Science Issues
The Ill Effects of Flat Federal Funding
Dr. Brent Iverson, Ph.D., a member of Research Corporation's Board of Directors, recently testified before the U.S. Senate Appropriations Subcommittee on Labor, Health and Human Services, Education, and Related Agencies.
Iverson is a Distinguished Teaching Professor and the Raymer Professor of Chemistry and Biochemistry at the University of Texas at Austin.
In his March 19 testimony, Iverson warned senators of the ill effects of flat federal funding for the National Institutes of Health over the past few years.
As noted in a recent report on the problem:
"Doubling the NIH budget between 1998 and 2003 enabled researchers to achieve historic progress. But after this great push forward, the budget stagnated. Some work has been frozen midstream, and eight out of 10 grant applications now go unfunded, according to NIH figures.

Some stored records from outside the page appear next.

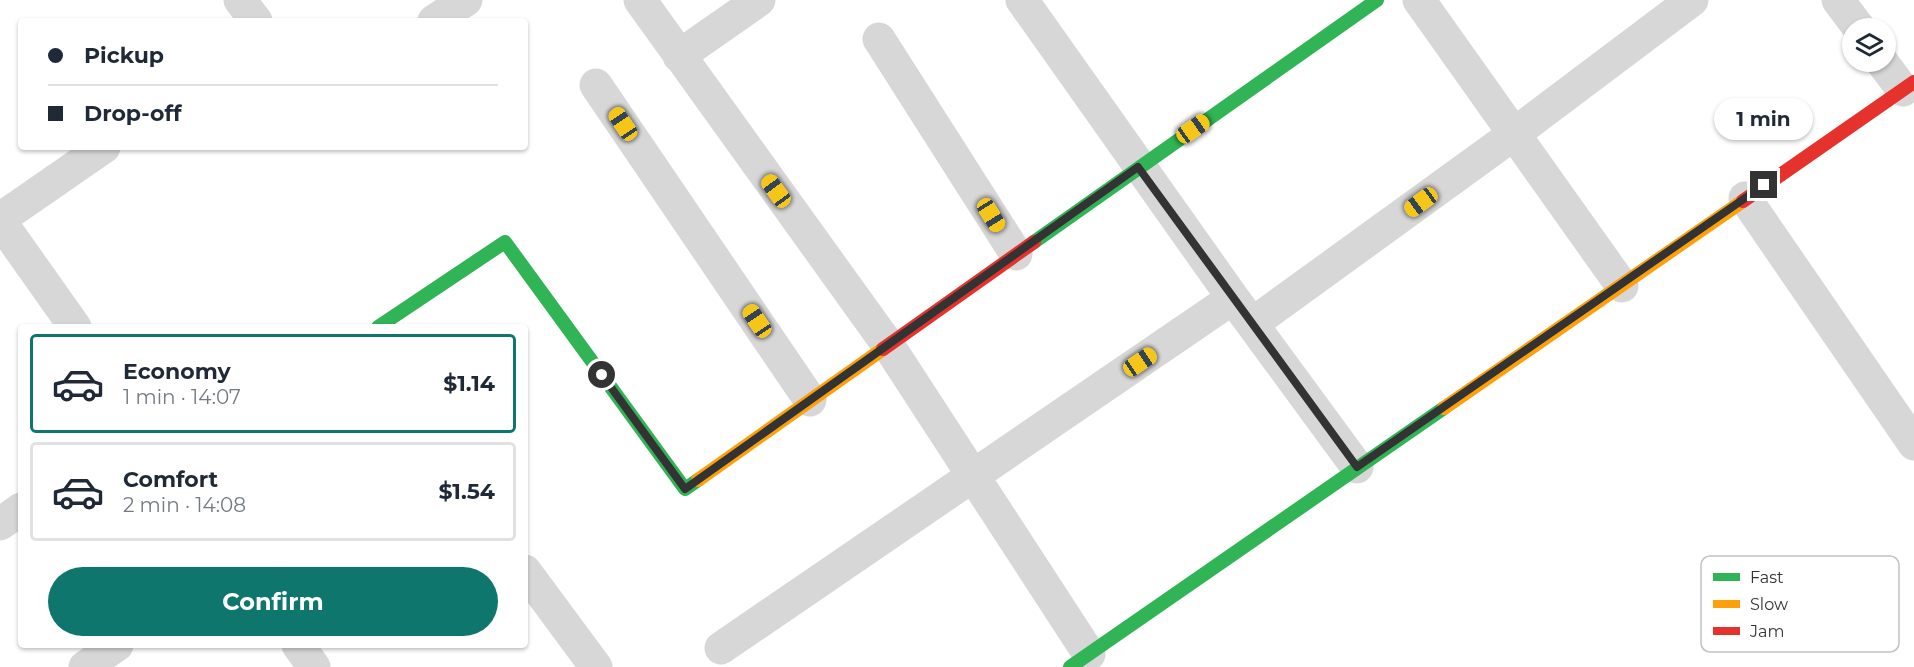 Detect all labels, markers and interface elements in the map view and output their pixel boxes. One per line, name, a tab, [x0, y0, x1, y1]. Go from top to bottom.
map controls	[1842, 18, 1896, 72]
button: layers	[1842, 18, 1896, 72]
text: Pickup	[84, 42, 164, 69]
callout: 1 min	[1714, 98, 1814, 140]
text: Drop-off	[84, 100, 182, 127]
car	[605, 104, 641, 144]
text: 1 min	[1736, 107, 1791, 131]
car	[1173, 111, 1213, 147]
car	[758, 171, 794, 211]
route end	[1750, 171, 1777, 198]
car	[1401, 184, 1441, 220]
car	[974, 195, 1008, 235]
car	[739, 301, 775, 341]
car	[1120, 344, 1160, 380]
icon: car	[51, 357, 105, 411]
text: Economy	[123, 358, 231, 385]
route start	[588, 361, 615, 388]
text: $1.14	[443, 370, 495, 397]
text: 1 min · 14:07	[123, 385, 241, 409]
icon: car	[51, 465, 105, 519]
text: Comfort	[123, 466, 218, 493]
text: $1.54	[439, 478, 495, 505]
text: 2 min · 14:08	[123, 493, 246, 517]
legend	[1701, 556, 1899, 652]
button: Confirm	[48, 567, 498, 636]
text: Fast	[1750, 568, 1784, 587]
text: Slow	[1750, 595, 1788, 614]
text: Jam	[1749, 622, 1784, 641]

"The effects of the flat budget have been exacerbated by inflation, and together account for an 8 percent loss in purchasing power for the NIH (based on the Biomedical Research and Development Price Index). As a result, the NIH is able to buy less and less with its research dollars - constraining progress in real ways."
Iverson's testimony gave senators a sense of what the flat funding means for researchers and students, and how it could harm the technological future of the United States.